● YOUR OBJECTIVE
Tally the lines below that contain the word "minor", then give the tally and nothing more.

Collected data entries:
========

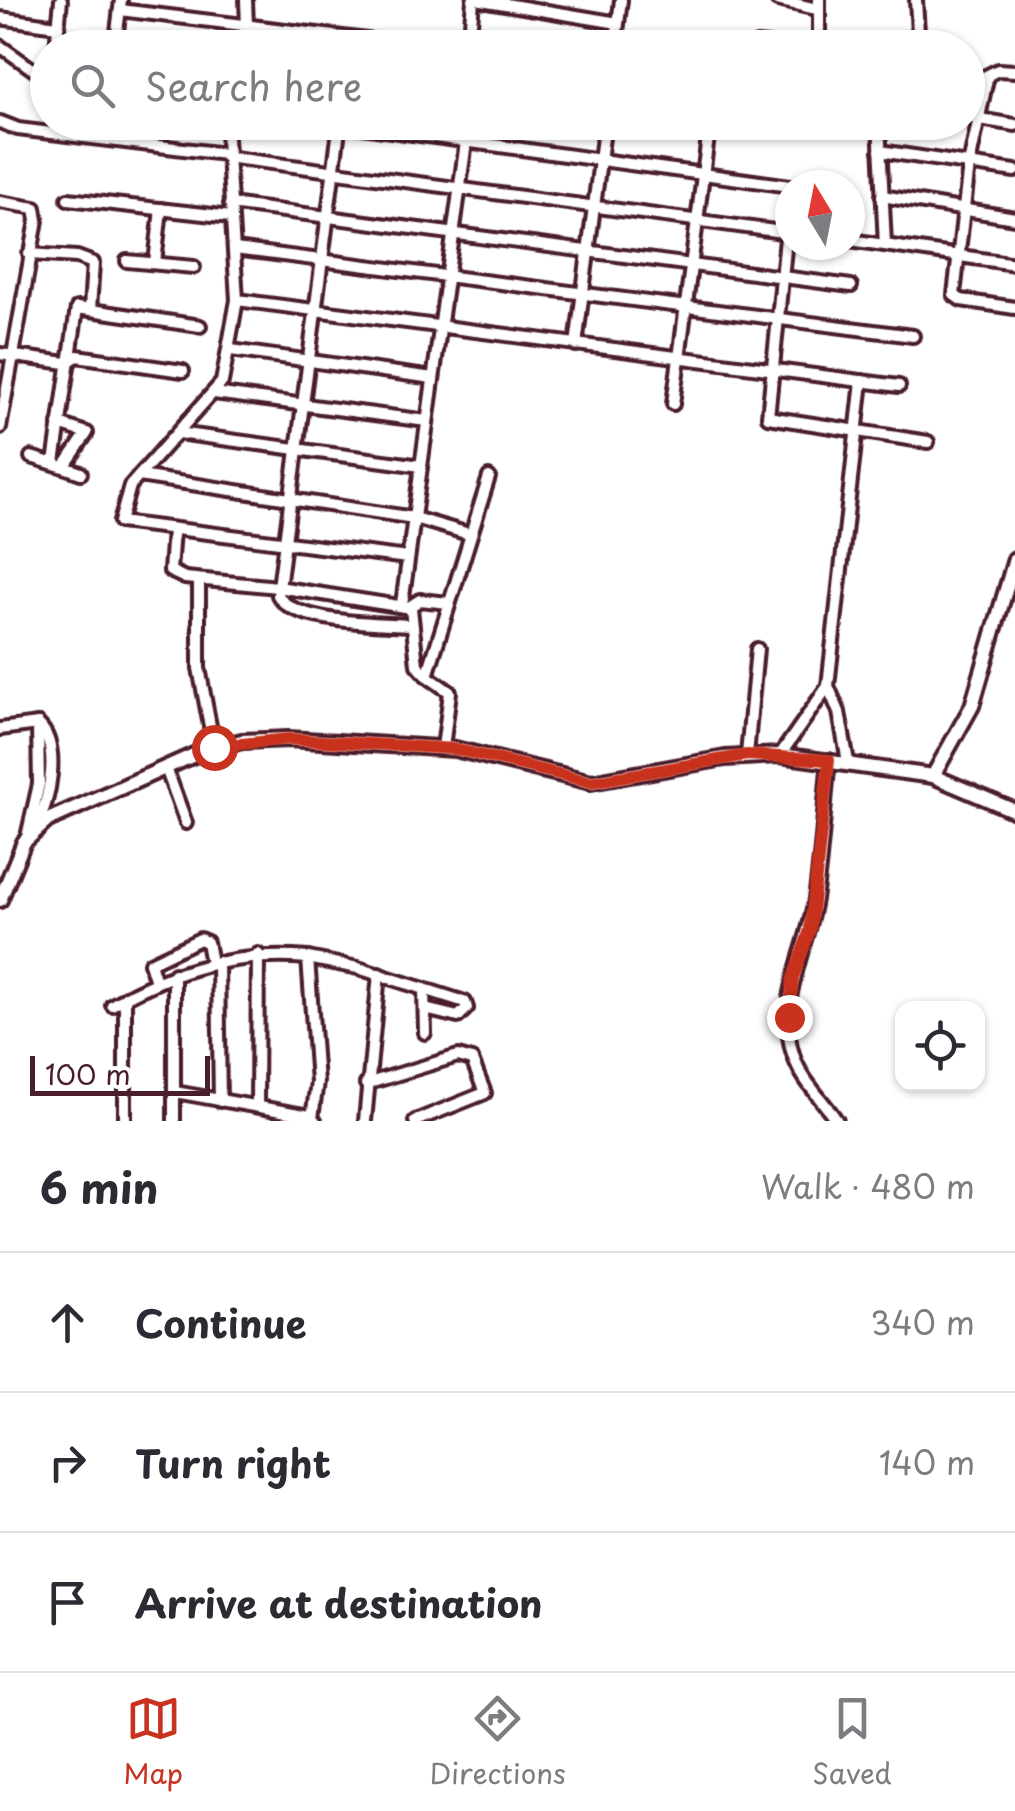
<!DOCTYPE html>
<meta charset="utf-8">
<style>
:root{--surface:#fff;--page:#f2f2f3;--text:#2b2b33;--muted:#7c7c81;--line:#e1e1e2;--accent:#c8321e}
body{margin:0;font-family:"Playpen Sans",sans-serif;background:var(--page);color:var(--text)}
.controls{position:absolute;right:30px;bottom:30px;display:grid;overflow:hidden;border-radius:20px;box-shadow:0 2px 8px #0004}
.controls button{width:90px;height:90px;display:grid;place-items:center;padding:0;border:0;border-bottom:2px solid var(--line);background:var(--surface);color:var(--text);font:50px sans-serif}
.compass{position:absolute;left:775px;top:170px;width:90px;height:90px;border-radius:50%;background:var(--surface);box-shadow:0 2px 8px #0004;rotate:350deg}
.scale{position:absolute;left:30px;bottom:25px;width:180px;box-sizing:border-box;padding-left:10px;border:5px solid #4a1f2b;border-top:0;font-size:28px;line-height:35px;white-space:nowrap;color:#4a1f2b;-webkit-text-stroke:8px #fff;paint-order:stroke}
.stop{position:absolute;width:30px;height:30px;margin:-22px;border:8px solid #c8321e;border-radius:50%;background:#fff}
.stop.end{background:#c8321e;border-color:#fff;box-shadow:0 2px 10px #0008}
.list{margin:0;padding:0;list-style:none}
h2{display:flex;justify-content:space-between;align-items:center;height:130px;margin:0;padding:0 40px;font-size:42px}
h2 small{font-size:32px;font-weight:400;color:var(--muted)}
.list li{display:grid;grid-template-columns:65px 1fr auto;gap:30px;align-items:center;box-sizing:border-box;height:140px;padding:0 40px;border-top:2px solid var(--line)}
.list b{display:block;font-size:38px;white-space:nowrap}
.list em{font-size:32px;font-style:normal;color:var(--muted)}
.icon{flex:none;width:55px;height:55px;fill:none;stroke:currentColor;stroke-width:2;stroke-linecap:round;stroke-linejoin:round}
.map{position:relative;flex:none;width:1015px;height:1121px;overflow:hidden}
.search{position:absolute;background:var(--surface);box-shadow:0 2px 8px #0004;left:30px;right:30px;top:30px;height:110px;display:flex;align-items:center;gap:25px;box-sizing:border-box;padding:0 35px;border-radius:55px;color:var(--muted);font-size:38px}
.sheet{height:550px;background:var(--surface)}
nav{display:flex;justify-content:space-around;align-items:center;box-sizing:border-box;height:140px;border-top:2px solid var(--line);background:var(--surface);font-size:28px;color:var(--muted)}
nav a{display:grid;justify-items:center;gap:5px}
nav .on{color:var(--accent)}
.map>svg:first-child{display:block}
.lines{fill:none;stroke-linecap:round;stroke-linejoin:round}
.minor-casing{stroke:#4a1f2b;stroke-width:18}
.tertiary-casing{stroke:#4a1f2b;stroke-width:20}
.minor{stroke:#fff;stroke-width:10}
.tertiary{stroke:#fff;stroke-width:12}
.route{stroke:#c8321e;stroke-width:12}
</style>
<div class="map">
<svg width="1015" height="1121" viewBox="0 0 1015 1121">
<rect width="100%" height="100%" fill="#fff"/>
<filter id="ink" filterUnits="userSpaceOnUse"><feTurbulence type="fractalNoise" baseFrequency=".01" numOctaves="2"/><feDisplacementMap in="SourceGraphic" scale="20" xChannelSelector="R" yChannelSelector="G"/><feConvolveMatrix kernelMatrix="1 2 1 2 8 2 1 2 1" color-interpolation-filters="sRGB"/></filter>
<g filter="url(#ink)">
<g class="lines">
<g class="minor-casing">
<g id="minor">
<polyline points="481,0 618,23"/>
<polyline points="777,0 817,9"/>
<polyline points="916,0 919,48"/>
<polyline points="120,10 433,48"/>
<polyline points="0,18 57,26"/>
<polyline points="757,44 800,48"/>
<polyline points="0,46 48,80"/>
<polyline points="56,48 61,0"/>
<polyline points="115,48 121,0"/>
<polyline points="239,48 247,26 246,0"/>
<polyline points="469,48 473,0"/>
<polyline points="615,48 621,0"/>
<polyline points="819,48 819,0"/>
<polyline points="987,79 969,165 954,295 961,300 1015,308"/>
<polyline points="968,85 998,70 1015,71"/>
<polyline points="968,117 1015,125"/>
<polyline points="0,122 18,129 225,154"/>
<polyline points="226,122 237,300 899,386"/>
<polyline points="326,122 790,186"/>
<path d="M 340,122 L 278,595 C 292,624 382,623 412,625"/>
<polyline points="686,122 710,125"/>
<polyline points="879,122 885,245"/>
<polyline points="880,151 1015,171"/>
<polyline points="226,157 790,233"/>
<polyline points="882,196 1015,218"/>
<polyline points="68,199 231,217"/>
<polyline points="790,199 768,417 928,442"/>
<polyline points="0,202 35,208 37,220 0,428"/>
<polyline points="230,204 851,286"/>
<polyline points="850,240 1015,264"/>
<polyline points="235,249 913,336"/>
<polyline points="29,254 77,257 93,263 90,309"/>
<polyline points="127,261 194,267"/>
<polyline points="155,263 161,209"/>
<polyline points="237,300 222,382 130,486 120,522 408,558"/>
<polyline points="576,345 605,122"/>
<polyline points="231,350 433,378"/>
<polyline points="0,354 66,363 77,356 183,371"/>
<polyline points="70,357 77,308 200,326"/>
<polyline points="214,393 427,421"/>
<polyline points="673,404 710,122"/>
<polyline points="178,433 421,466"/>
<polyline points="31,457 64,467 87,433 59,424"/>
<polyline points="54,463 69,360"/>
<polyline points="64,467 81,473"/>
<polyline points="139,476 414,518 469,534"/>
<polyline points="173,530 170,571 185,578 278,587 411,608 417,665 427,676 489,477"/>
<polyline points="199,580 199,668 214,747"/>
<polyline points="402,604 466,142"/>
<polyline points="409,607 420,600 449,603"/>
<polyline points="427,676 450,692 443,748"/>
<polyline points="0,729 38,724"/>
<polyline points="747,755 757,649"/>
<polyline points="780,755 828,686"/>
<path d="M 829,760 C 824,806 822,853 815,899 C 807,950 775,1004 794,1057 C 802,1081 823,1100 837,1121"/>
<polyline points="848,762 839,712 828,686 862,381"/>
<polyline points="166,768 186,823"/>
<path d="M 27,837 L 39,784 L 38,724 C 62,746 49,801 36,828"/>
<polyline points="308,958 358,968 465,1002 467,1008 458,1017 425,1009"/>
<polyline points="218,962 220,1101"/>
<polyline points="156,982 150,963 200,939 207,942 211,963"/>
<polyline points="424,989 425,1033"/>
<polyline points="125,997 125,1121"/>
<path d="M 112,1005 C 175,969 235,952 308,958 L 317,1082 L 312,1118"/>
<polyline points="366,1084 458,1056 472,1060 485,1093 415,1121"/>
<polyline points="175,1092 310,1116 315,1121"/>
<polyline points="257,1104 258,954"/>
<polyline points="174,1121 174,974"/>
<polyline points="365,1121 379,974"/>
</g>
</g>
<g class="tertiary-casing">
<g id="tertiary">
<polyline points="933,776 972,706 1015,559"/>
<polyline points="0,900 24,842 48,820 203,751 242,741 288,739 455,749 591,782 725,758 780,755 933,776 1015,811"/>
</g>
</g>
<use href="#minor" class="minor"/>
<use href="#tertiary" class="tertiary"/>
</g>
</g>
<g class="lines" filter="url(#ink)">
<polyline class="route" points="214,747 288,739 455,749 591,782 747,755 829,760 810,930 793,978 789,1017"/>
</g>
</svg>
<div class="controls">
<button><svg class="icon" aria-label="locate" viewBox="0 0 24 24"><circle cx="12" cy="12" r="6"/><path d="M12 2v4M12 18v4M2 12h4M18 12h4"/></svg></button>
</div>
<svg class="compass" viewBox="-18 -18 36 36"><path d="M0-13l5 13h-10z" fill="#e53935"/><path d="M0 13l5-13h-10z" fill="#7c7c81"/></svg>
<div class="scale">100 m</div>
<div class="stop" style="left:214px;top:747px"></div>
<div class="stop end" style="left:789px;top:1017px"></div>
<div class="search"><svg class="icon" aria-label="search" viewBox="0 0 24 24"><circle cx="10" cy="10" r="6"/><path d="M15 15l6 6"/></svg>Search here</div>
</div>
<section class="sheet">
<h2>6 min<small>Walk · 480 m</small></h2>
<ul class="list">
<li><svg class="icon" aria-label="ahead" viewBox="0 0 24 24"><path d="M12 20V5M6 11l6-6 6 6"/></svg><div><b>Continue</b></div><em>340 m</em></li>
<li><svg class="icon" aria-label="right" viewBox="0 0 24 24"><path d="M7 20v-9h11M14 6l5 5-5 5"/></svg><div><b>Turn right</b></div><em>140 m</em></li>
<li><svg class="icon" aria-label="arrive" viewBox="0 0 24 24"><path d="M6 21V4h12l-3 4 3 4H6"/></svg><div><b>Arrive at destination</b></div></li>
</ul>
</section>
<nav>
<a class="on"><svg class="icon" aria-label="map" viewBox="0 0 24 24"><path d="M3 6l6-2 6 2 6-2v14l-6 2-6-2-6 2zM9 4v14M15 6v14"/></svg>Map</a>
<a><svg class="icon" aria-label="directions" viewBox="0 0 24 24"><path d="M12 3l9 9-9 9-9-9zM9 14v-3h6M13 9l2 2-2 2"/></svg>Directions</a>
<a><svg class="icon" aria-label="saved" viewBox="0 0 24 24"><path d="M7 4h10v16l-5-4-5 4z"/></svg>Saved</a>
</nav>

========

● TASK SOLUTION
5